I'm using Qucs to simulate the circuit. I'm not sure it's files are compatible with LTSpice which I know is probably more common around here than Qucs but I'll upload the files here.

I want to calculate all resistor's voltage drops and currents of interest so that I can compare them with Qucs results.
This is the circuit.
I think I can write the following equations but I'm not sure they are correct

\( \displaystyle{I_{R_{1}} = I_{R_{2}} + I_{b} } \)
\( \displaystyle{12V - V_{R_{1}} - V_{R_{2}} = 0} \)
\( \displaystyle{0.7V = V_{R_{2}} - V_{R_{3}}} \)
\( \displaystyle{12V = V_{R_{c}} + V_{R_{L}} + V_{LED}} \)
\( \displaystyle{12V = V_{R_{c}} + V_{CE} + V_{R_{E}}} \)

Now, are these equations all good? Can I discard anyone or I'm going to need them all?

 

All good except the base-emitter voltage will be nearer 0.65V.
So: 0.65V=VR2−VR3

 

hi Psy.
Is this LTS sim any help.?

E

 

To simplify the calculations try to apply Thevenin's theorem at the BJT's base.
See the example
https://forum.allaboutcircuits.com/threads/transistor-base.81886/#post-585781

 

@Marley thanks for letting me know.

@ericgibbs yeah, I have pretty much the same results at Qucs, so, those confirm. The struggle is with the equations, but apparently they are ok.

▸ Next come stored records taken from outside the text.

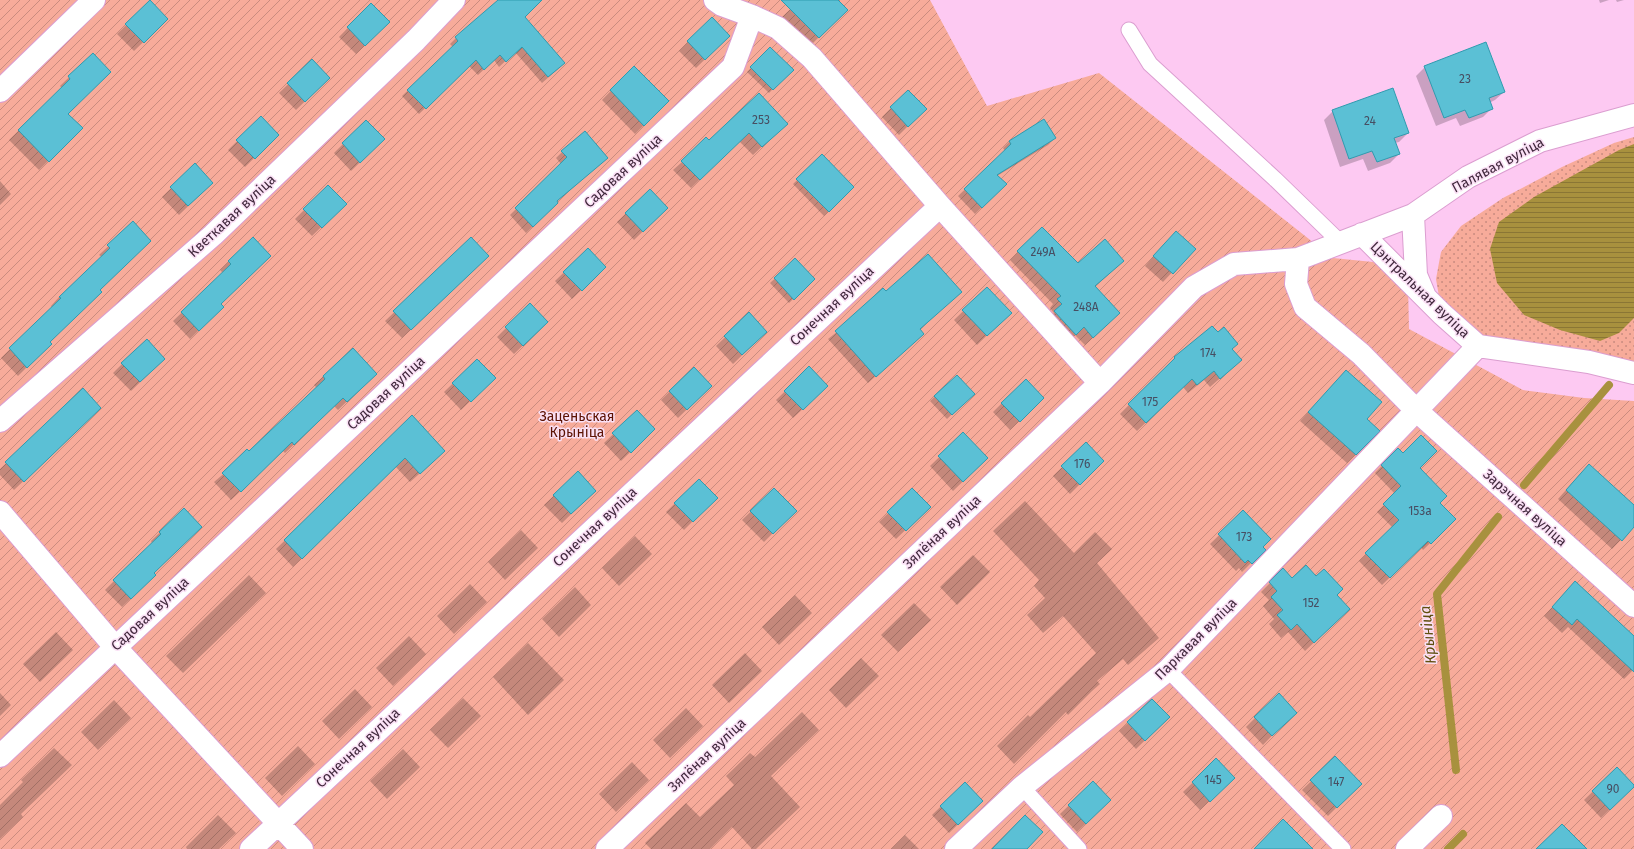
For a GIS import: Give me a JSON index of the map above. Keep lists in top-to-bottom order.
{
  "streets": {
    "street": [
      "Палявая вуліца",
      "Садовая вуліца",
      "Кветкавая вуліца",
      "Цэнтральная вуліца",
      "Сонечная вуліца",
      "Зарэчная вуліца",
      "Зялёная вуліца",
      "Паркавая вуліца"
    ]
  },
  "crossings": [
    ["Палявая вуліца", "Цэнтральная вуліца"],
    ["Палявая вуліца", "Зялёная вуліца"],
    ["Цэнтральная вуліца", "Зарэчная вуліца"],
    ["Цэнтральная вуліца", "Зялёная вуліца"],
    ["Цэнтральная вуліца", "Паркавая вуліца"],
    ["Зарэчная вуліца", "Паркавая вуліца"]
  ],
  "water": ["Крыніца"],
  "parks": ["Заценьская Крыніца"],
  "house_numbers": [
    "23",
    "253",
    "24",
    "249А",
    "248А",
    "174",
    "175",
    "176",
    "153а",
    "173",
    "152",
    "145",
    "147",
    "90"
  ]
}
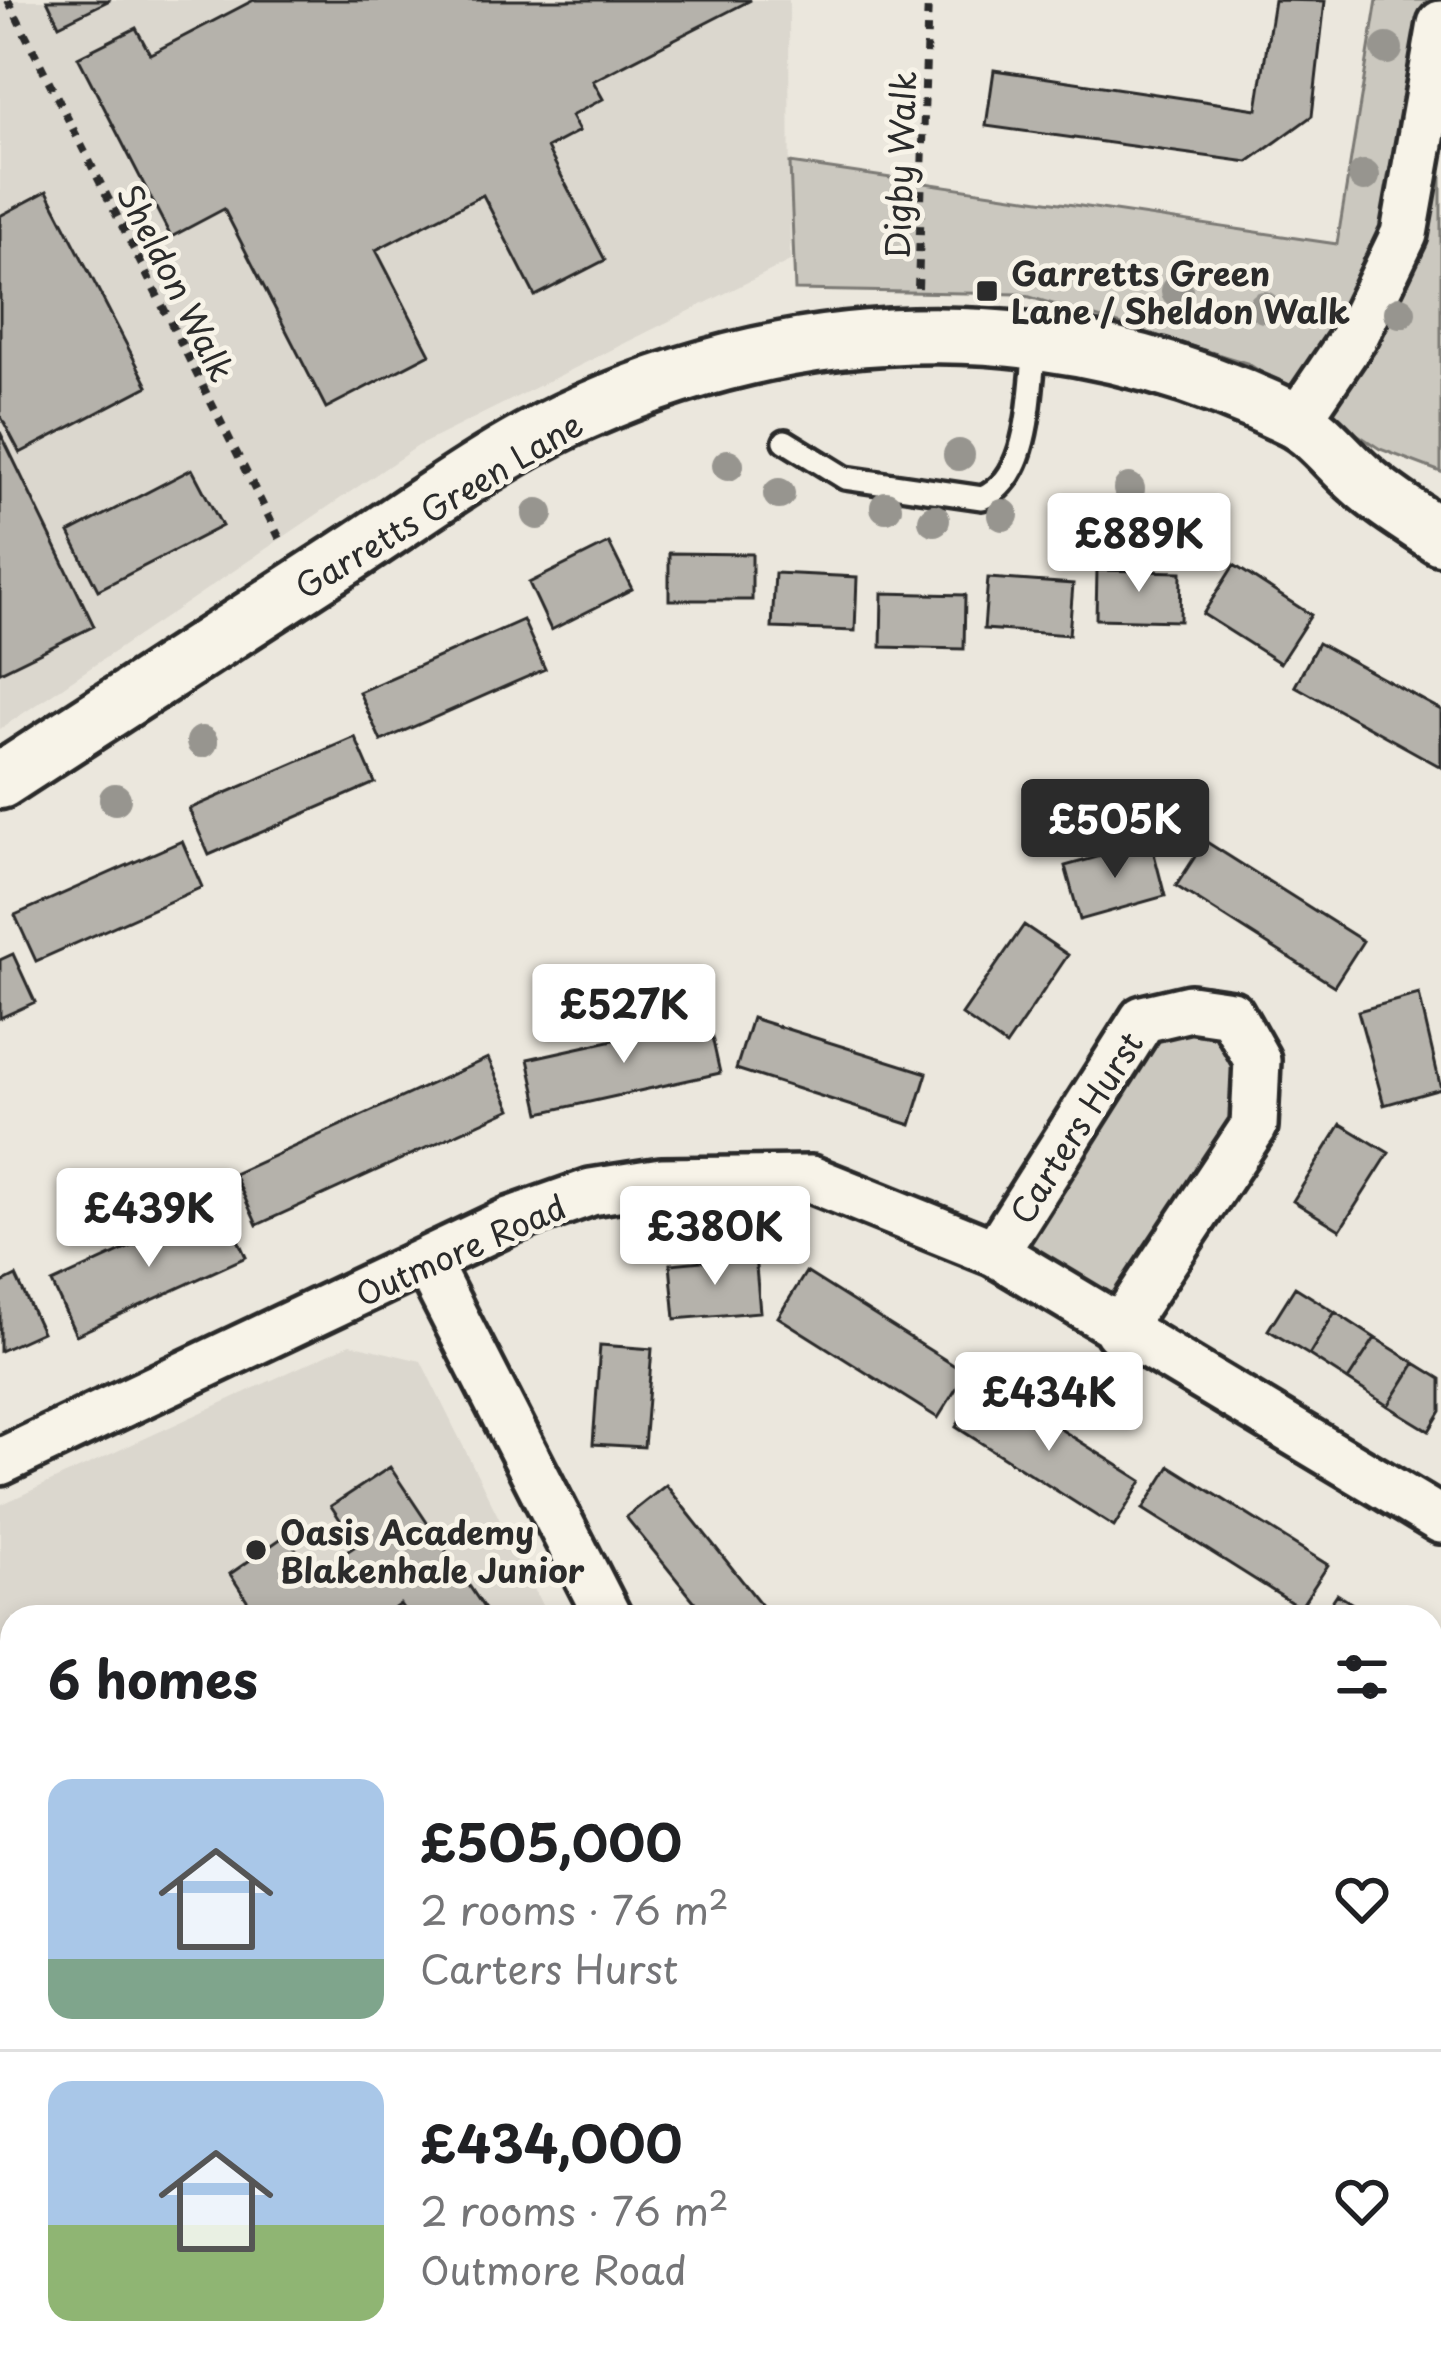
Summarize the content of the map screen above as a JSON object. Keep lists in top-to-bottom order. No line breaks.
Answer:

@Jony130 yeah, I think that's what I was doing right there but I started from the most basic equations.

 

The 1M values of the base bias resistors R3 and R4 are much too high. Use 20k and 10k.

 

Just a rough calculation (ignoring, as a first step, the base current):
* The base voltage will be app. Vb=6V (voltage division, 2 equal R),
* So the emitter voltage should be (when the BJT works as desired) Ve=app. 5.3V
* Now you can calculate the current Ie, which is app. identical to the current Ic (at the collector node).
* Calculating the corresponding collector potential Vc you will see that the BJT cannot work as desired.

 

So, using the numbers of my circuit, I'm not getting anywhere near what the simulation returns.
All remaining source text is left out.